<<<<
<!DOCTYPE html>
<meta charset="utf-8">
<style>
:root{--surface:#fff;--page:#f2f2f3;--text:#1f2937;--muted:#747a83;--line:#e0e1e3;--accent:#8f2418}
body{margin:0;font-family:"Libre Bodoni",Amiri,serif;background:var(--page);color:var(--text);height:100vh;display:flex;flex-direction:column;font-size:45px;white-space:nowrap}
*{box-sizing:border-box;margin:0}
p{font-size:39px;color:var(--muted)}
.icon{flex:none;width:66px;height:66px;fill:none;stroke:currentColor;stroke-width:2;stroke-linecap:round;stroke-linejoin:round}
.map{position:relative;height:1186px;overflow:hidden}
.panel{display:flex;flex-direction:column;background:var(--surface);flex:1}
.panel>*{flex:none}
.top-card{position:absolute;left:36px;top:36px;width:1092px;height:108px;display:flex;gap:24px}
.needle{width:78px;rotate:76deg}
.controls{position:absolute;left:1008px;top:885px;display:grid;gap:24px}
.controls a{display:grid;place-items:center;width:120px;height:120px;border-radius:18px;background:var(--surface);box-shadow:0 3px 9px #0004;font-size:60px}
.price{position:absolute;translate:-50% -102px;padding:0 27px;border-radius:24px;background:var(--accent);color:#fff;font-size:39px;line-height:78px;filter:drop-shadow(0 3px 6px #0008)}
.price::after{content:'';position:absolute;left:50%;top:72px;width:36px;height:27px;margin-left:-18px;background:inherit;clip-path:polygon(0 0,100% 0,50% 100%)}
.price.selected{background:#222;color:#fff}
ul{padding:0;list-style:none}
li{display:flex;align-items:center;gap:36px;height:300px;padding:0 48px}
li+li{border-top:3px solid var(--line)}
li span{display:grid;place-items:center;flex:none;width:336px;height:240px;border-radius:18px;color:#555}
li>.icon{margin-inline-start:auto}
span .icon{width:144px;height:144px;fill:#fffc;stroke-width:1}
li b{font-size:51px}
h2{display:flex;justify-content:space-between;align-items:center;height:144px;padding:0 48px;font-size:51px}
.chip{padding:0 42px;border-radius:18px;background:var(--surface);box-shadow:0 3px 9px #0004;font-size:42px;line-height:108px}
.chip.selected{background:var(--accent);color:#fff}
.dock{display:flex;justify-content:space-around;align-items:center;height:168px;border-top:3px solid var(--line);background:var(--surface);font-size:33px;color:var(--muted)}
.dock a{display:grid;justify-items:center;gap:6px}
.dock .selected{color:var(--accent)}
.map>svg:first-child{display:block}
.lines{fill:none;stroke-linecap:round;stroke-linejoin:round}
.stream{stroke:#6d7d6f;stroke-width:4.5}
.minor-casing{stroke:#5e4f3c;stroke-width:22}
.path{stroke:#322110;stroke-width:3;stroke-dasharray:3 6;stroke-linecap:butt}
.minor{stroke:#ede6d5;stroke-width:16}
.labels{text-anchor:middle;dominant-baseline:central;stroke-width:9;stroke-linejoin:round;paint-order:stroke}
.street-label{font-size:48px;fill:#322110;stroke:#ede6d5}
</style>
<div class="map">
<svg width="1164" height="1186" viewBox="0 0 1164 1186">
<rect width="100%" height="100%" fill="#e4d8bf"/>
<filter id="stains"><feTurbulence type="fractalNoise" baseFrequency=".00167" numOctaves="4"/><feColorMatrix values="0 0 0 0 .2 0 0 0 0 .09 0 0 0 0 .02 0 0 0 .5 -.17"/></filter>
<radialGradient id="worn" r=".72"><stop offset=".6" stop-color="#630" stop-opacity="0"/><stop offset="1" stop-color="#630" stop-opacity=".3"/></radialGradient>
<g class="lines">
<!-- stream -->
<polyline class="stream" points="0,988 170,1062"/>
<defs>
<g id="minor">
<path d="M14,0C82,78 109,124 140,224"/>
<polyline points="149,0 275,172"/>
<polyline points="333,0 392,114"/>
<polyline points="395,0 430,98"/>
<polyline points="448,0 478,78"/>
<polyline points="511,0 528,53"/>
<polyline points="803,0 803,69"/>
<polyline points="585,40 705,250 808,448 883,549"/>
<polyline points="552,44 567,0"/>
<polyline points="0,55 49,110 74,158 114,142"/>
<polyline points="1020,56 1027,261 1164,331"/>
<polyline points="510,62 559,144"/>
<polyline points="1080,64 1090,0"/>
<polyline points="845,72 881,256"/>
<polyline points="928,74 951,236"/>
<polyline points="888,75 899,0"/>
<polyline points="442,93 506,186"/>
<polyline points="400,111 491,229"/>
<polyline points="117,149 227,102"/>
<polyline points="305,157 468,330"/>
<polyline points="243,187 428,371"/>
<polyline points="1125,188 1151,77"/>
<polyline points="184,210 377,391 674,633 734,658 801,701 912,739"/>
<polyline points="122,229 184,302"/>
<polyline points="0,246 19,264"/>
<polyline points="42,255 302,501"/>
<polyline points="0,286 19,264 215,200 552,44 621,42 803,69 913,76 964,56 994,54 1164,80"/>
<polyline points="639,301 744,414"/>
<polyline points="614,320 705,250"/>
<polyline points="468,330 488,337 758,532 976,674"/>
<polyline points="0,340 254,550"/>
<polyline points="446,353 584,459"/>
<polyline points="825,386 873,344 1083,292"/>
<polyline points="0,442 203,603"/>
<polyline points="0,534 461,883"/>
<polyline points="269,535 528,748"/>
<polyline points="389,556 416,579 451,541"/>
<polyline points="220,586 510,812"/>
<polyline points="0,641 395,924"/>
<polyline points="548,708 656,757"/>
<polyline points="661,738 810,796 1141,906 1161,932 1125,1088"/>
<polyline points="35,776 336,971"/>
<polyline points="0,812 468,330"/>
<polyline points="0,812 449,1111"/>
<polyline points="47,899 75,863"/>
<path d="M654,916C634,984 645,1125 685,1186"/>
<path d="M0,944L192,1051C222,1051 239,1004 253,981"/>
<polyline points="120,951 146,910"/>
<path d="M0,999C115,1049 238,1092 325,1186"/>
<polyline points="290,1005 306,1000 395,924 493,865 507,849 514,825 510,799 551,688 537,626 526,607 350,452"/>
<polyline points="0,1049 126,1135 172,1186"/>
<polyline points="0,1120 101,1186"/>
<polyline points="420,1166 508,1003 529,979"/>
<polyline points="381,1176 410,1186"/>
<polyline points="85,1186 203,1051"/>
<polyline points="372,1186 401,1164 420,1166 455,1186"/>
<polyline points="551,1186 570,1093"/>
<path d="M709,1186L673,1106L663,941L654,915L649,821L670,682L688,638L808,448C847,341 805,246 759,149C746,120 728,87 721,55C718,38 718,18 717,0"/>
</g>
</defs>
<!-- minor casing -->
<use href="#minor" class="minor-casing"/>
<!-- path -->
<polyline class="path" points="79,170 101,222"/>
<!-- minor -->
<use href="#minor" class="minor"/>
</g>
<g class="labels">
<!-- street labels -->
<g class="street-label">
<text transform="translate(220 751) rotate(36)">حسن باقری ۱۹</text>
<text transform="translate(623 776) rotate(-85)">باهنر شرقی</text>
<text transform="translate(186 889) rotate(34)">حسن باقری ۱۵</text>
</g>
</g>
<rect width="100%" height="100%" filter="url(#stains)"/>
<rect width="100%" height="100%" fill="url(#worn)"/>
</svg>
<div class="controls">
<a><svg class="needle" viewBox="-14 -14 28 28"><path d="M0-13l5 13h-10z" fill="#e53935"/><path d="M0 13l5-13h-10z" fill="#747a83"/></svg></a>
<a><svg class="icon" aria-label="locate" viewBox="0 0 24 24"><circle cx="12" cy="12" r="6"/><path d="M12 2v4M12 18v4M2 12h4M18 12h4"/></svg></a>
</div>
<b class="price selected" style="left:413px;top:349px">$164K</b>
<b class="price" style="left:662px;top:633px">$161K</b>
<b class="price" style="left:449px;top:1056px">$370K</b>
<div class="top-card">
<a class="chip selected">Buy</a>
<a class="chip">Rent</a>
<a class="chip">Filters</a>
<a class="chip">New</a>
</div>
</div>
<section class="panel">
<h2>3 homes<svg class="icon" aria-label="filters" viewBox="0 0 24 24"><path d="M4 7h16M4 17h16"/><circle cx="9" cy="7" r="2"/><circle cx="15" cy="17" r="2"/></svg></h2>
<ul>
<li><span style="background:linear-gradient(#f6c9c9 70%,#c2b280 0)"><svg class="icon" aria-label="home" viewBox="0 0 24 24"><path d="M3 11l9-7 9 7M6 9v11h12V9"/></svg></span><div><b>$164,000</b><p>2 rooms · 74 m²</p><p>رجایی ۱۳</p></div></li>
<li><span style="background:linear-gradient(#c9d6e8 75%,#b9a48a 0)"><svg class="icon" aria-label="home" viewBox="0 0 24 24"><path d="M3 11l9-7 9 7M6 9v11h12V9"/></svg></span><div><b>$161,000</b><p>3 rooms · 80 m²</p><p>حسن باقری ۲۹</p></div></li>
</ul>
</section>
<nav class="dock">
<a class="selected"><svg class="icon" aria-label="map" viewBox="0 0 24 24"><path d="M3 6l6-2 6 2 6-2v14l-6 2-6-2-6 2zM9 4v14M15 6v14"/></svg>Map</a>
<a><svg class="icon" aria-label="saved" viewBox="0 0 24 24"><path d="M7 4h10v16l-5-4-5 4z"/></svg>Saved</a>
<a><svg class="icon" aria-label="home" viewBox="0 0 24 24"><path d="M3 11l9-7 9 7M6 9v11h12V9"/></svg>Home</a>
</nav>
>>>>
● **Task details**: Return each full line of the entries that contains the word "lines".

● **Output for this exercise**:
.lines{fill:none;stroke-linecap:round;stroke-linejoin:round}
<g class="lines">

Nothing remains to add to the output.